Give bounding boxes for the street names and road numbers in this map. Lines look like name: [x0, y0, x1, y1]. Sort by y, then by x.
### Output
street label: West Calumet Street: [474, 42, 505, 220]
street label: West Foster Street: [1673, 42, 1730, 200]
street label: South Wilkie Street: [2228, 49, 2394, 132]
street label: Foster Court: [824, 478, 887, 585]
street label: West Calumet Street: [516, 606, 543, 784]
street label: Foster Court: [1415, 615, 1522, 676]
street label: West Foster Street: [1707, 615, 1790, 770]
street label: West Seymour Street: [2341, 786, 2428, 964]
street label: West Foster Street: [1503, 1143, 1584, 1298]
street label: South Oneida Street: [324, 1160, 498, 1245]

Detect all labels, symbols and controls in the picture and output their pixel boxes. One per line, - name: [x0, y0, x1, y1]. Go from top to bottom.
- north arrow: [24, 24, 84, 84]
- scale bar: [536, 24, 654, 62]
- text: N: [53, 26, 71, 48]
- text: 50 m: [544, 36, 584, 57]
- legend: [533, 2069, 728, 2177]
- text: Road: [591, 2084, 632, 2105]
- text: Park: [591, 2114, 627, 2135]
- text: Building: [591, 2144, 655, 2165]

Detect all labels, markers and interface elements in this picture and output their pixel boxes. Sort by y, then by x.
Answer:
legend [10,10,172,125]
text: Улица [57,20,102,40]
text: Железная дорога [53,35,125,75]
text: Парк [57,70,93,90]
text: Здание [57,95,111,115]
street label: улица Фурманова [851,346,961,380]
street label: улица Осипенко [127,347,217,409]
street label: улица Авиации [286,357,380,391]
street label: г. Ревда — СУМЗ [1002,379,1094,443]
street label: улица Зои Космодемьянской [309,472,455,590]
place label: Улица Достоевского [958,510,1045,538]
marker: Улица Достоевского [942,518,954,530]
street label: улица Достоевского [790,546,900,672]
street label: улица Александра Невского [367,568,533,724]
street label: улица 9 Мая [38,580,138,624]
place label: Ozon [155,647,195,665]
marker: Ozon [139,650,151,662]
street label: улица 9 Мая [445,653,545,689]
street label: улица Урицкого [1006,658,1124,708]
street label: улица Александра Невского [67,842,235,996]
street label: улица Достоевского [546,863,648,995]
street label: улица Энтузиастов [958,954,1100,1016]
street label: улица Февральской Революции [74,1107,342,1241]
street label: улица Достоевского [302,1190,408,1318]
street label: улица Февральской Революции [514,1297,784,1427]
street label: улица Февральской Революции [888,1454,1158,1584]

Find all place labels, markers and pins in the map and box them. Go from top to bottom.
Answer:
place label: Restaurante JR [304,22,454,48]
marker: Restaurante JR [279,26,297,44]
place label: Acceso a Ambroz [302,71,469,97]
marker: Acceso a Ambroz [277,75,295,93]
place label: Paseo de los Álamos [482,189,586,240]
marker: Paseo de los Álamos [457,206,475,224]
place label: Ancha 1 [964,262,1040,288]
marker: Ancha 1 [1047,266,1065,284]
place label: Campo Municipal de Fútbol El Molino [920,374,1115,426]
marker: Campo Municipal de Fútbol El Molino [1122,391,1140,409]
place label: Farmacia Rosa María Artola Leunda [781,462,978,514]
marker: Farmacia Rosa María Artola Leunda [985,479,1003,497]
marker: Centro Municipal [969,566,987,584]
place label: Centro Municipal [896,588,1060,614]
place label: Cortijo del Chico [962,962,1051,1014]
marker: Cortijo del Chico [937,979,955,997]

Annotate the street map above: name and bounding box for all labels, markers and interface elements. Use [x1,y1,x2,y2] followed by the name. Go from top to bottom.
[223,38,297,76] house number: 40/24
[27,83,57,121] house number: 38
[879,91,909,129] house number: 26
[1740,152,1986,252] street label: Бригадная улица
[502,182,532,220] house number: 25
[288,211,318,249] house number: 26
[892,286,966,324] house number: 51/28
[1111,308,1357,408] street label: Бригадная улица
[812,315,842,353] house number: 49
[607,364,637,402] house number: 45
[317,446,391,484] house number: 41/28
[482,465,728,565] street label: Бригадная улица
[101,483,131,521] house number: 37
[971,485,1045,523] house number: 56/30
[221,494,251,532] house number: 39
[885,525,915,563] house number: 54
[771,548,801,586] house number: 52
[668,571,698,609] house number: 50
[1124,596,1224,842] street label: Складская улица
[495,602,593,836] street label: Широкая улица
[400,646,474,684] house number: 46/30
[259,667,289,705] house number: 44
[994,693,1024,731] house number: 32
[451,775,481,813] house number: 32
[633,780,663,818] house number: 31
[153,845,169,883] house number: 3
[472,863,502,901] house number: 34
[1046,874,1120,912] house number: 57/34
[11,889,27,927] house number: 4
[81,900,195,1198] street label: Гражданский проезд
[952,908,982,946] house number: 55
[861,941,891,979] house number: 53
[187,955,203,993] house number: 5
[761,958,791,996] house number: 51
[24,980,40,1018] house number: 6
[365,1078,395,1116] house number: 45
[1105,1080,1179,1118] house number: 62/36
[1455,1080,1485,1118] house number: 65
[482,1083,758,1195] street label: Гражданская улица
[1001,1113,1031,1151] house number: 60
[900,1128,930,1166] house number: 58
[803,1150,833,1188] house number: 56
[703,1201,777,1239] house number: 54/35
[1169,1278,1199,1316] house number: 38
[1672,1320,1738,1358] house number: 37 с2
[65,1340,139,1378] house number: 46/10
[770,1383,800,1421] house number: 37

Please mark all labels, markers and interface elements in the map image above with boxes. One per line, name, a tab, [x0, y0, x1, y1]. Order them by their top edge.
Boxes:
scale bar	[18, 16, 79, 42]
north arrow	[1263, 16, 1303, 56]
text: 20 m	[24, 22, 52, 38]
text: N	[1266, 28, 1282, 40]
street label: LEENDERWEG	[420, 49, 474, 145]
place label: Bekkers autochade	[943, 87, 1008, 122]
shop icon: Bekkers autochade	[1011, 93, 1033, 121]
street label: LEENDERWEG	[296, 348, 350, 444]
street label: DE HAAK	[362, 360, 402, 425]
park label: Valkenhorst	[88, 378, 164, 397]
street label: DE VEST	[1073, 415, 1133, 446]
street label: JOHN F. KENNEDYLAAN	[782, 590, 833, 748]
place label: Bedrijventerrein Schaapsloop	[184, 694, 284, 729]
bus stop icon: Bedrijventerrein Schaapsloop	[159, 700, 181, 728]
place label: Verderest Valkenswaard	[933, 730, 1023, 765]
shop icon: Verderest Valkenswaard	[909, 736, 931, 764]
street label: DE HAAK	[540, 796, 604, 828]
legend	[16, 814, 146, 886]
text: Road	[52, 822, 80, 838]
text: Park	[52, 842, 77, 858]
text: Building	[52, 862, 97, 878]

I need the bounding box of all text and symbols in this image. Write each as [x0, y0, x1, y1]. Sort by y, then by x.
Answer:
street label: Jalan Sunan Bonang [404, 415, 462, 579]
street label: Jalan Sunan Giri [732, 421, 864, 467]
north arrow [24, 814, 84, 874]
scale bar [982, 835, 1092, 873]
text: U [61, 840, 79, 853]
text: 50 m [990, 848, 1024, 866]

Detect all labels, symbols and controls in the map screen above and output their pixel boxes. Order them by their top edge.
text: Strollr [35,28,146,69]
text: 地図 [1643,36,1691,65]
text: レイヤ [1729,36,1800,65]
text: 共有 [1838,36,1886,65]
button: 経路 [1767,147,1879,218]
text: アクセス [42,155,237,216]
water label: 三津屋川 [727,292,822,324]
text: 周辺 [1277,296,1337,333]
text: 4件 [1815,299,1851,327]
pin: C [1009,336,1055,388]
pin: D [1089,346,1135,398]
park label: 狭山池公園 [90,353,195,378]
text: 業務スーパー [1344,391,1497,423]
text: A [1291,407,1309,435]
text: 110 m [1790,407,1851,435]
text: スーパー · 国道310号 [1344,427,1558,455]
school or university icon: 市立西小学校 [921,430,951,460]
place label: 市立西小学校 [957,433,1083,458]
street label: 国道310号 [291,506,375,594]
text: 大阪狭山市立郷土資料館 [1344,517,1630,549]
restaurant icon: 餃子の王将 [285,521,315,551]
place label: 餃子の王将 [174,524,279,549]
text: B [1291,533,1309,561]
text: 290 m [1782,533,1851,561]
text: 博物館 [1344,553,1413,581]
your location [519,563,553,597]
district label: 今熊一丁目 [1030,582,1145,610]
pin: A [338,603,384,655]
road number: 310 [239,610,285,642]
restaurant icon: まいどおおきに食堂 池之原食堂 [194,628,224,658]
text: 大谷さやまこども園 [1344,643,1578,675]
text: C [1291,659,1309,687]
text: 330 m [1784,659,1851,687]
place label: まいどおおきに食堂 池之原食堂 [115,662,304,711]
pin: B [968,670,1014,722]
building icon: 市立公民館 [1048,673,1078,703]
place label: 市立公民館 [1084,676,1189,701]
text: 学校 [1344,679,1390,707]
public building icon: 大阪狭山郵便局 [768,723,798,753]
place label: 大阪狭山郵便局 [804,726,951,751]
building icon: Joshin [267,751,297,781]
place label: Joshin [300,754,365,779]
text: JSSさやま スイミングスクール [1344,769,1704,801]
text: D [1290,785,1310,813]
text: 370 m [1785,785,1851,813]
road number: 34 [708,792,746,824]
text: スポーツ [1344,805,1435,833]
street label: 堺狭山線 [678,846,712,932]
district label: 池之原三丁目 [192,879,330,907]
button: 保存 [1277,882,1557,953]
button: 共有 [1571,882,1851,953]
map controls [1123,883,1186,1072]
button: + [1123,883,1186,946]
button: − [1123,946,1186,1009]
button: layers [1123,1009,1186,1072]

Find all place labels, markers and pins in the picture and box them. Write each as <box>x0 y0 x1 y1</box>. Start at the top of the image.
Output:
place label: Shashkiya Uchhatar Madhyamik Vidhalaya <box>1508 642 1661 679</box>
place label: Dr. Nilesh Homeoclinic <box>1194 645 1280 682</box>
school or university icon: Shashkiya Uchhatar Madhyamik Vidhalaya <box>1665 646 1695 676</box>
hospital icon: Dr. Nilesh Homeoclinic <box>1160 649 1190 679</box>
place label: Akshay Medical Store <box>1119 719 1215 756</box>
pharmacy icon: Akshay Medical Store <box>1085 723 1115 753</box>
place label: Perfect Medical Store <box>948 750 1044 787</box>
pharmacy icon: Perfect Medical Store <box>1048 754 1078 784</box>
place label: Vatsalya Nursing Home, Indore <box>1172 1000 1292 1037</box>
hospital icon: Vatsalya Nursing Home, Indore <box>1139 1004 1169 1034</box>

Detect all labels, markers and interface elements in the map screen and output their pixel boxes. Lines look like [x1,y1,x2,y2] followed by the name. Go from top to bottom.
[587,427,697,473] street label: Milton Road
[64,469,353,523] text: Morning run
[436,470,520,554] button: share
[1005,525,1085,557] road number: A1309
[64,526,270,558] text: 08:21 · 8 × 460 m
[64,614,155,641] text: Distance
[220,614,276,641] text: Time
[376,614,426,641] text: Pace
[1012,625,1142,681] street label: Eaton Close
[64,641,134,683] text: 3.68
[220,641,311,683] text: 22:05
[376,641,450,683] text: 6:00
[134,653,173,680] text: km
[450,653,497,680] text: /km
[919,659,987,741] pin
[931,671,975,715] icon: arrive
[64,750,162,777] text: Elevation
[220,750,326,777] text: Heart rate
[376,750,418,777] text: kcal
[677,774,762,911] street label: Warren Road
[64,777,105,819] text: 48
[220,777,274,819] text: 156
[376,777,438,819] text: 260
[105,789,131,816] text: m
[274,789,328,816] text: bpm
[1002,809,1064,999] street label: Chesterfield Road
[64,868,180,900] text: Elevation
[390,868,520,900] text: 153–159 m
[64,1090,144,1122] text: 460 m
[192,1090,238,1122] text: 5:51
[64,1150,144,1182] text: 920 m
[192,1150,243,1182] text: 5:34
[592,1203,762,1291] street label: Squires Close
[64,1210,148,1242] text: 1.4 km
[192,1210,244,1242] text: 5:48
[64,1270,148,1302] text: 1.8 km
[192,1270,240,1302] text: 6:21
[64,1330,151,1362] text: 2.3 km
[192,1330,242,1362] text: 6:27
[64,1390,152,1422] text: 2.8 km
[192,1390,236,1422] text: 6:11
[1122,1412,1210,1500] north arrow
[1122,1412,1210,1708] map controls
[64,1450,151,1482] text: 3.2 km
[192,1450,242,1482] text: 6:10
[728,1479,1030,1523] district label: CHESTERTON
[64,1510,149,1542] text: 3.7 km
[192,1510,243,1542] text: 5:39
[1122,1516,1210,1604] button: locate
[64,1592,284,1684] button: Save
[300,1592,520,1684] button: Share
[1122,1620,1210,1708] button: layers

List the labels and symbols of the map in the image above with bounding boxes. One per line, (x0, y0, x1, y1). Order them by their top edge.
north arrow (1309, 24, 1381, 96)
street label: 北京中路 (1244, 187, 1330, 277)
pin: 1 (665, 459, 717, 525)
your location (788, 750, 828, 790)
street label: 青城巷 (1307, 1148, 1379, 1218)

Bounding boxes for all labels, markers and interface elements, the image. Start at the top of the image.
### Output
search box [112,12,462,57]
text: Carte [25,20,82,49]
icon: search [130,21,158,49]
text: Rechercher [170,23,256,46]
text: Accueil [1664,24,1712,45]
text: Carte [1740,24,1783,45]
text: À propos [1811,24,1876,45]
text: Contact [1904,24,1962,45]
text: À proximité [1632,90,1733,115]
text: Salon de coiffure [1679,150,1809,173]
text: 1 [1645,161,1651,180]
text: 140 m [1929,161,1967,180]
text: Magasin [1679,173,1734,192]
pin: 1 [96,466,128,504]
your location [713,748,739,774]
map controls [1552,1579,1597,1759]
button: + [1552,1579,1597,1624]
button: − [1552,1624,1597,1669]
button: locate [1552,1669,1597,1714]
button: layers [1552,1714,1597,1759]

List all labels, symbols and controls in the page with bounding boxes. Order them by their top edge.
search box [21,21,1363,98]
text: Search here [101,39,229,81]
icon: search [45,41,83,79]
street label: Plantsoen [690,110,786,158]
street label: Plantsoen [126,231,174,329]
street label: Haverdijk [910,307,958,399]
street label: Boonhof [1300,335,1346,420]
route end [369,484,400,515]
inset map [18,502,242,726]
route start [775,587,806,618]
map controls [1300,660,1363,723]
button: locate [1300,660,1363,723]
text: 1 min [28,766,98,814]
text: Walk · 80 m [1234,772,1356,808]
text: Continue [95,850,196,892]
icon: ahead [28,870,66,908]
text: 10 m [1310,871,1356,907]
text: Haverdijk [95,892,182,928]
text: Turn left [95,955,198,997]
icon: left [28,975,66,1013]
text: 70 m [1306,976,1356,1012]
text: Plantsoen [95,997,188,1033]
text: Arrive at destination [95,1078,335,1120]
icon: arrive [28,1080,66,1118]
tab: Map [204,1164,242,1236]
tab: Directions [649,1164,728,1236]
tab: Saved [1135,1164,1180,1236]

━━━━━━━━

> [EXERCISE DESCRIPTION] What lines in the material above contain the word "hospital"? Copy them out.

> [ANSWER BOX]
hospital icon: Dr. Nilesh Homeoclinic <box>1160 649 1190 679</box>
hospital icon: Vatsalya Nursing Home, Indore <box>1139 1004 1169 1034</box>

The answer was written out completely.